Private insurers, Medicare and Medicaid policies often missed opportunities to combat the opioid epidemic and encourage patients to take safer, more effective alternatives to prescription opioids, according to a new study.
Although insurers have made an effort to discourage opioid abuse by placing quantity limits, beginning therapy with less risky medications or requiring preapproval for prescriptions, they applied the same rules to non-opioid treatments and made it just as difficult for patients to access opioid alternatives, according to the study published Friday in JAMA Network Open.
"At least unwittingly, insurers have contributed to the opioid epidemic," said study senior author Dr. G. Caleb Alexander, associate professor in the Bloomberg School's department of epidemiology and co-director of the Johns Hopkins Center for Drug Safety and Effectiveness. "Our findings highlight important ways coverage and reimbursement can be better aligned with the evidence base."
All in all, the researchers from Johns Hopkins Bloomberg School of Public Health reviewed coverage policies of 50 health plans, which included 20 commercial insurers, 15 Medicare Advantage plans and 15 Medicaid programs across 16 states from June to September of 2016 for drugs to treat chronic lower-back pain. They found private and public payers covered an average of 72% of opioid drugs and 75% of non-opioid pain medications studied. Commercial plans covered 77% of opioid medications, while Medicaid covered 63%, and Medicare Advantage plans covered 57%.
Payers most commonly used quantity limits on opioid prescriptions to manage utilization.
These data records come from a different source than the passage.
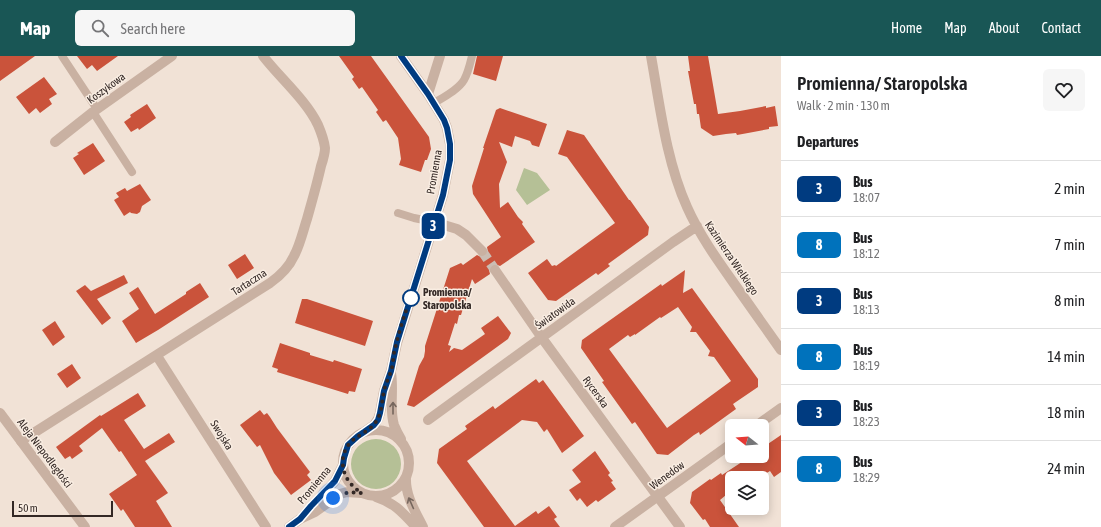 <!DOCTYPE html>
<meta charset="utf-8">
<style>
:root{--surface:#fff;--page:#f6f6f6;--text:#202124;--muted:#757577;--line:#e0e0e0;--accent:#195655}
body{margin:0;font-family:"Asap Condensed",sans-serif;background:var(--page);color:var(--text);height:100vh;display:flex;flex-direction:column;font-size:15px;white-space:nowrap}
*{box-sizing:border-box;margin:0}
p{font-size:13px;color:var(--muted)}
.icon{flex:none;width:22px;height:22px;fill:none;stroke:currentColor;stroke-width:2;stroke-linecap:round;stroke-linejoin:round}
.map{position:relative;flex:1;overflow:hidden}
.details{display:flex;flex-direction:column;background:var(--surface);width:320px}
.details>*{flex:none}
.badge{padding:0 8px;border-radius:6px;font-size:14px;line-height:26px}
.needle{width:26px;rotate:287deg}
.buttons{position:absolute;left:725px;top:363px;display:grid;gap:8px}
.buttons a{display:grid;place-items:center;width:44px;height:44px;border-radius:6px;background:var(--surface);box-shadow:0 2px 10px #0003;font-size:20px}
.scale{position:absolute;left:12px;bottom:10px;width:101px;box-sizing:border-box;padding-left:4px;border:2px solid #332825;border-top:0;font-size:11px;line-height:14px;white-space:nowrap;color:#332825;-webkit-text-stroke:3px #f9ede2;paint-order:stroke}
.you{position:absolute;width:20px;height:20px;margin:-10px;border:3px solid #fff;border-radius:50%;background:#1a73e8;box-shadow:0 0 0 6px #1a73e833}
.map>.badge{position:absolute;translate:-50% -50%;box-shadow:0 0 0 2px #fff}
h2{padding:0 16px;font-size:15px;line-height:36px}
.round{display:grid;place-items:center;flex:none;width:42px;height:42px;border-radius:6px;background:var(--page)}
.head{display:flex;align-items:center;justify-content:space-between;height:68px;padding:0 16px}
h1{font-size:19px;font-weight:600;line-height:30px}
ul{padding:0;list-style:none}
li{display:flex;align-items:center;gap:12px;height:56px;padding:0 16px;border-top:1px solid var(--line)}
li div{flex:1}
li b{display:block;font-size:15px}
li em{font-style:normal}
li .badge{min-width:44px;font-weight:700;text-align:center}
header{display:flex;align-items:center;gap:24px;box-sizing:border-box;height:56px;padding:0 20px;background:var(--accent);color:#fff}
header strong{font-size:19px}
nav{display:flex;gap:22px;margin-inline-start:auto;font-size:14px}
.search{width:280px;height:36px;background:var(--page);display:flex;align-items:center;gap:10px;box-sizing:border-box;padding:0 14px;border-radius:6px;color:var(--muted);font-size:15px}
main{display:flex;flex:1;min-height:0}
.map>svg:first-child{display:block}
.green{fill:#b5c096}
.building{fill:#ca533b;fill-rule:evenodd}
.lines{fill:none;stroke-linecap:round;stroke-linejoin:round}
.minor-tunnel{stroke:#cbbdb3;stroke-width:10;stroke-dasharray:10 5;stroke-linecap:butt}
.service{stroke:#c9b1a2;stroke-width:8}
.minor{stroke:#c9b1a2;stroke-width:10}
.tertiary{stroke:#c9b1a2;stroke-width:10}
.oneway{stroke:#76665d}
.line-casing{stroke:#fff;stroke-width:9}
.line{stroke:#003b80;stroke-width:6}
.walk{stroke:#332825;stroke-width:4;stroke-dasharray:0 7.2}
.stop-dot{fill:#fff;stroke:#003b80;stroke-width:2}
.labels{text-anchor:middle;stroke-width:3;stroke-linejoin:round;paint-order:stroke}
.street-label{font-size:11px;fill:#332825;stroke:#f9ede2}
.stop-label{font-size:11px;font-weight:bold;fill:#332825;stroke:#f9ede2;text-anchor:start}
</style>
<header>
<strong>Map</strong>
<div class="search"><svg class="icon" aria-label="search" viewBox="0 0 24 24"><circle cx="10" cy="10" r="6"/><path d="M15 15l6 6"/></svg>Search here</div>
<nav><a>Home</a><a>Map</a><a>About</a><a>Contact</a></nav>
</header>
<main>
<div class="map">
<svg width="781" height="471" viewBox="0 0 781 471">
<rect width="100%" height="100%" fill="#f1e2d6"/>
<path class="green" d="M524,112L537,117L550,134L527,149L516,134Z
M351 408a25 25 0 1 1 50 0a25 25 0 1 1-50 0Z"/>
<path class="building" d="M0,0H35L0,25Z
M77,0H118L97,15L92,9L87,13Z
M339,0H371L429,81L431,93L427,104H425L421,116L399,109L401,103L398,82L386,64L383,66L376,56L378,54L362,31L359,33L352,23L354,21Z
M477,0H503L496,25L473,18Z
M688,0H708L718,58L740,55L766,50V52L775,50L778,70L769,71V73L748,77L737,79L736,77L726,78L713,80L701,72L699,58H697L696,48H694L688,15H690Z
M44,21L57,38L49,43L52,48L40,57L36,52L29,58L16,41Z
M147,48L156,62L139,74L138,72L131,76L124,66L131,61L130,59Z
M500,52L547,68L539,91L532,89L530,85L515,80L512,91L499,86L507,106L499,128L500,152L508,146L518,161L523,166L522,168L535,186L500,210L495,208L491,209L489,214L490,218L475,228L472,223L461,259H459L457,268L455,267L448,289L451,290L449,296L454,292L462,294L485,278L481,272L498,260L511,277L508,283L414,351L407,349L419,310L424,301L425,295V290L450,212L461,207L463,209L477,199L481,201L486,200L488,196L487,191L501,181L473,138L472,130L484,92H483L496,54Z
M567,74L584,79L629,144H630L649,171L648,179L608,208L610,210L598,219L596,217L556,245L548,244L528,217L547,203L552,210L555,209L556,210L615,167L567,101L558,98Z
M93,87L105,105L84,119L73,102L79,98L77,97Z
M140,128L151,144L142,150L140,156L137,158L131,157L130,156L124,160L114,144L119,141L116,137L125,132L127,135Z
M245,198L254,212L237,223L228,209Z
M685,214L683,237L692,232L758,323V331L733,348L736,353L700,379L699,376L694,379L668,399L657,398L635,366L632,368L602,326L604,325L581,292L582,284L661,228L662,230ZM678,251L692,271L690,276H696L710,295L708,300L714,301L731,325L667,372L609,293L628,279L630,281L635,278V279L660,261L661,262Z
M124,219L128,227L97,243L111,262L102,269L76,235L85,229L91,235Z
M200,227L209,241L158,274L136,287L122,265L139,253L129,237L138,231L155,258L186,238V236Z
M302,243H307L373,265L365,290L295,267Z
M55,265L65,281L53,290L42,274Z
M280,287L310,297V299L333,306L334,304L362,313L355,336L349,335L348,338L277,316L278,313L272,311Z
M72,308L81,322L67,332L57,318Z
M536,323L539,327L543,324L584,380L562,397L547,373L544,376L537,366L522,364L467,405L515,470L536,455L538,458L549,450L557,461L554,463L560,471H484L437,407L439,393L467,373L465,370L493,350L495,353Z
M138,337L146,350L124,364L144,393L169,377L175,386L145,405L168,437L156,445L172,471H135L123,453L121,455L109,438L137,419L121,395L119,396L102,372L79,390L83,395L72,403L70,400L65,403L56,391L100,359L101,360Z
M260,354L264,359L267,357L270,361L277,372L310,416L307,419L311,424L291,439L274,417L260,389L257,391L240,369Z
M781,379V416L774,421L770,415L759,422H732V434L720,444L739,471H710L705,463L703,464L690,447L692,436L710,423L711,424L721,417L722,419L751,400H762V392Z
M595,395L610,417L608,419L613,425L611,426L616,433L598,446L596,444L587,451L580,442L577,445L569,434L581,426L572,414Z"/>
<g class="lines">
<path class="minor-tunnel" d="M482,195L495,214"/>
<path class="service" d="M62,0L97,53
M434,47C444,41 458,34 464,24C468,17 470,8 472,0
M93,56L132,116
M398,157L414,162L434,166"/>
<path class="minor" d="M651,0C660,50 666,104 687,151C699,178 716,202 733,226C749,249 765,271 781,294
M428,38L440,0
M55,86L93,56L172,0
M434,166L457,173L466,179L482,195
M495,214L542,282L680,471
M157,300L266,471
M391,317C394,334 389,353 394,369C396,374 398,378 401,383
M428,364L673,186L697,170
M756,370L781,352
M343 407a33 33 0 1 1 66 0a33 33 0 1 1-66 0Z
M364,376L374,369L378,363L380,357L384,335L391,315L397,287L443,139L450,104V88L447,72L444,64L428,38L401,0
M21,385L270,227C280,220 289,211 294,200C300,189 303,175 307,163C312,145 317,128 321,110C323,104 325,98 325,92C324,84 321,76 318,69C306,44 280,22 263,0
M406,421C405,439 415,455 423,471
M376,441C395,447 403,457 416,471
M303,460L335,425L343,409
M289,471L300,463L315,456L340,438L347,436L361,437
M615,471L732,387"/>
<path class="tertiary" d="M0,357L85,471"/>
</g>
<defs><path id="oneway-shaft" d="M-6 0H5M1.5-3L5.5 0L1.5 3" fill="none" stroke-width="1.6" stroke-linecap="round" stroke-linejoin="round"/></defs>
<g class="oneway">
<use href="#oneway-shaft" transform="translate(393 352) rotate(-90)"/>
<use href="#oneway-shaft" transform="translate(411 447) rotate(-114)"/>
</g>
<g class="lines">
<g class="line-casing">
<path id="line" d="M289,471L300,463L311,450L335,425L343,409L344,402L348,389L358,380L364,376L374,369L378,364L380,357L384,335L391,315L397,286L443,139L450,104V88L447,72L444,64L428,38L401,0"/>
</g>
<use href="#line" class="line"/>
<path class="walk" d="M333,442C343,436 351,436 362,437C350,430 341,418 343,402C347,378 370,380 378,362C382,354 382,344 384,335C385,328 389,322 391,315C393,310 393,303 394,297C398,280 404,258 411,242"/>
</g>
<circle class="stop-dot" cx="411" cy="242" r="8"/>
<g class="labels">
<g class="street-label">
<text transform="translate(106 32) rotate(-36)" y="4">Koszykowa</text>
<text transform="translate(434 116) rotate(-80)" y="4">Promienna</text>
<text transform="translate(732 202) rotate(56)" y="4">Kazimierza Wielkiego</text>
<text transform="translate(249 226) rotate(-33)" y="4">Tartaczna</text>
<text transform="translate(555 257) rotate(-36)" y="4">Światowida</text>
<text transform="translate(596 336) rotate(54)" y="4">Rycerska</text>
<text transform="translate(222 379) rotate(58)" y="4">Swojska</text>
<text transform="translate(45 397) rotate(53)" y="4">Aleja Niepodległości</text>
<text transform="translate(667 419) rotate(-36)" y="4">Wenedów</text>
<text transform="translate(314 429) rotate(-50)" y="4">Promienna</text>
</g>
<g class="stop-label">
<text x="423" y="240">Promienna/<tspan x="423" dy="13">Staropolska</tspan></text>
</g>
</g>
</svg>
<div class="buttons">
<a><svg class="needle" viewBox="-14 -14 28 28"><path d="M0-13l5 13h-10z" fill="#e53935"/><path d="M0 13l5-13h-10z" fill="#757577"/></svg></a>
<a><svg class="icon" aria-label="layers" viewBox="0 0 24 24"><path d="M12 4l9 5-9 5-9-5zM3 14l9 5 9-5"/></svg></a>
</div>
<div class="scale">50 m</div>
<div class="you" style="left:333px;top:442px"></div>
<b class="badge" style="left:433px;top:170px;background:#003b80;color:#fff">3</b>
</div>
<section class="details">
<div class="head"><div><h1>Promienna/ Staropolska</h1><p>Walk · 2 min · 130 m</p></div><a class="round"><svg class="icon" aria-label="heart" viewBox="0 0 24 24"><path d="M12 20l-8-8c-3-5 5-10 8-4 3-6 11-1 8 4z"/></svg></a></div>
<h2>Departures</h2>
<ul>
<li><span class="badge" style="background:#003b80;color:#fff">3</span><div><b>Bus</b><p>18:07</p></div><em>2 min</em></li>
<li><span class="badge" style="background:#0072bc;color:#fff">8</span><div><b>Bus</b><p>18:12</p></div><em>7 min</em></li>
<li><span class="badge" style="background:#003b80;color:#fff">3</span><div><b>Bus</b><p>18:13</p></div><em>8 min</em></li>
<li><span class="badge" style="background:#0072bc;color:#fff">8</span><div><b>Bus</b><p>18:19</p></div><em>14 min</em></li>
<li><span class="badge" style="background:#003b80;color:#fff">3</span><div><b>Bus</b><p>18:23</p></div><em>18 min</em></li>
<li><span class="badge" style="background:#0072bc;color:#fff">8</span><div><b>Bus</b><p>18:29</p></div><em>24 min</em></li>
</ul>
</section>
</main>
Commercial plans relied on such restrictions for an average of 70% of their covered opioids, Medicare Advantage used quantity limits for 100% of their covered products and Medicaid used limits an average of 69%, according to the study.
But those limits failed to distinguish between the first prescription and subsequent prescriptions in all cases, even though laws passed in the last year across the country require a 7- or 10-day prescribing limit for a first opioid prescription, researchers said.
"Many of the plans that we examined didn't have well-developed policies in place to limit their overuse," Alexander said.
Nearly 92 million adults in the U.S. took a legitimately prescribed opioid in 2015, according to a 2017 study published in the Annals of Internal Medicine, with more than 11 million reported misusing a prescription opioid.
More than 1.5 million American adults with some form of health insurance were estimated to have had an opioid use disorder in 2015, according to an analysis released in March by the healthcare finance and delivery analytics firm Milliman. Of that number, more than 41% were covered by commercial insurance, more than 42% were Medicaid beneficiaries, and nearly 16% were covered by Medicare.
Payers rarely used step therapy, a practice where providers are required to use less powerful medications before moving on to more powerful drugs. Medicaid plans used step therapy for an average of 9% of covered opioids, while commercial plans employed the practice an average of 4%. Step therapy requirements were not enforced by any of the Medicare Advantage plans studied.
Cost of the drugs is also a factor. Both public and commercial plans typically covered opioids with an average co-pay of $10 to $15 for a month's supply. The study found most opioid and non-opioid drugs covered by commercial insurance had an average co-pay of $10. For Medicare Advantage plans, most opioids were categorized in either tier 2 or 3 and most non-opioids were in tier 2, which have higher co-pay costs. Making non-opioid treatments as readily accessible as opioids would make a significant difference toward encouraging prescribers and patients to use such alternatives more frequently, Alexander said.
"We've spent so much time focused on opioids, but they're just one tool in the toolbox," he said. "We have to make other tools easier to reach for and use."
Since the study period, insurers have made substantial changes to their utilization management policies that Alexander said could make significant strides toward reducing the level of misuse of prescription opioids. Many have taken a similar approach to Cigna's 2016 goal to reduce opioid treatment among its members by 25% by 2019.
In March, Blue Cross and Blue Shield Association adopted step therapy for pain treatment as their new standard, following the Centers for Disease Control and Prevention's 2016 guidance that opioids should not be used as the first pain management treatment for a patient.
"On the other hand, we've been watching this epidemic get worse, hidden in plain sight for 20 years," Alexander said. "I think insurers deserve credit for recent changes, but there's a lot more that insurers can do."
A CMS spokesperson said the agency is working with beneficiaries, states, providers and private plans to combat the crisis.
Cathryn Donaldson, spokeswoman for America's Health Insurance Plans, said their member organizations have dramatically reduced opioid prescribing in recent years, and all stakeholders must cooperate if they are to make more progress.
"The bottom line is, we all need to work together to reduce opioid addiction, and insurance providers are committed partners who have long been on the front lines," Donaldson said.